(Beginning of RECORD EXTRACTS)

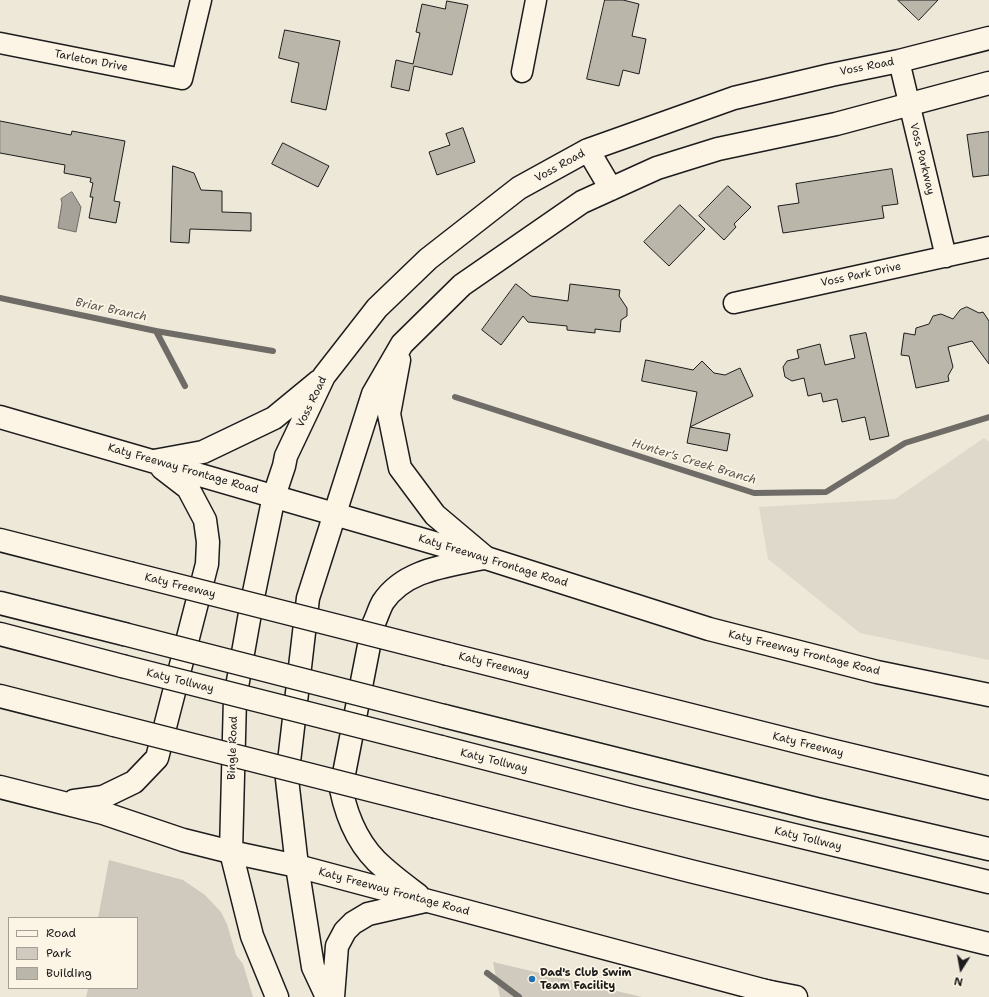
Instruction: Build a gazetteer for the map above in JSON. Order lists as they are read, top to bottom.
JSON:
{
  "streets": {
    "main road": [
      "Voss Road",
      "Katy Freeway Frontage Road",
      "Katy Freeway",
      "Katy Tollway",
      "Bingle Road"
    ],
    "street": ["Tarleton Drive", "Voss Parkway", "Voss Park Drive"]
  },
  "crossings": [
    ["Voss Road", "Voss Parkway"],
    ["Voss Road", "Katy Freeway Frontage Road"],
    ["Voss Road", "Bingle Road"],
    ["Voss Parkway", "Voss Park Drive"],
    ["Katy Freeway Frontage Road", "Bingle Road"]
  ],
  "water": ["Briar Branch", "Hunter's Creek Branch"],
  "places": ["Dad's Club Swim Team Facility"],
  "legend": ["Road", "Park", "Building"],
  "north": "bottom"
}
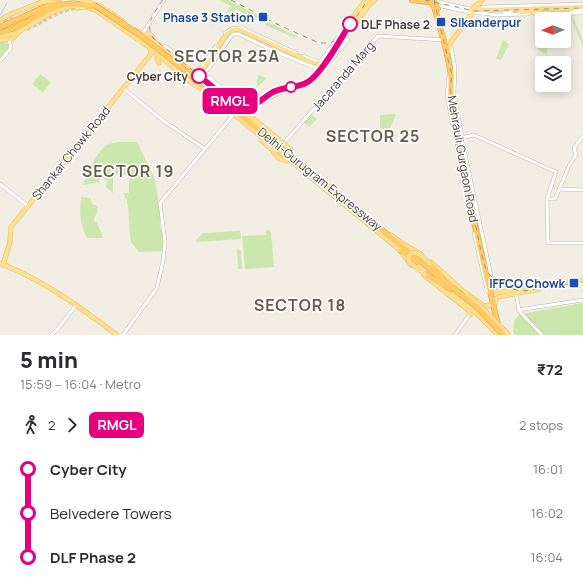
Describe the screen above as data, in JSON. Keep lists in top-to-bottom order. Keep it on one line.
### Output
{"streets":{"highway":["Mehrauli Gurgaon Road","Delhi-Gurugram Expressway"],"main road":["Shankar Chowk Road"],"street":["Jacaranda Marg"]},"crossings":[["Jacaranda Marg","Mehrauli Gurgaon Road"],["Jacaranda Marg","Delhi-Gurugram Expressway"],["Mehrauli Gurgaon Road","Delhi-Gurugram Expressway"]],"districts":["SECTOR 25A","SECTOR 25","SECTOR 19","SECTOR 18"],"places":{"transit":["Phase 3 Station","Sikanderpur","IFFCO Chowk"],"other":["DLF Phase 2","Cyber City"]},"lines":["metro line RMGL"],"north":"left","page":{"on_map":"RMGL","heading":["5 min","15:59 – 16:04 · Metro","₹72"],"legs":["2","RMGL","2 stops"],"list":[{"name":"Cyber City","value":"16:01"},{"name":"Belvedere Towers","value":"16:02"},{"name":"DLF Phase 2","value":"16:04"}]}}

(End of RECORD EXTRACTS)
(Beginning of RECORD EXTRACTS)

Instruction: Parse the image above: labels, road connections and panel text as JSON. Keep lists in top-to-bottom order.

(End of RECORD EXTRACTS)

Within the entries, find all lines that contain "Keep" and copy each one.

SOLUTION TO THIS TASK:
Describe the screen above as data, in JSON. Keep lists in top-to-bottom order. Keep it on one line.
Instruction: Parse the image above: labels, road connections and panel text as JSON. Keep lists in top-to-bottom order.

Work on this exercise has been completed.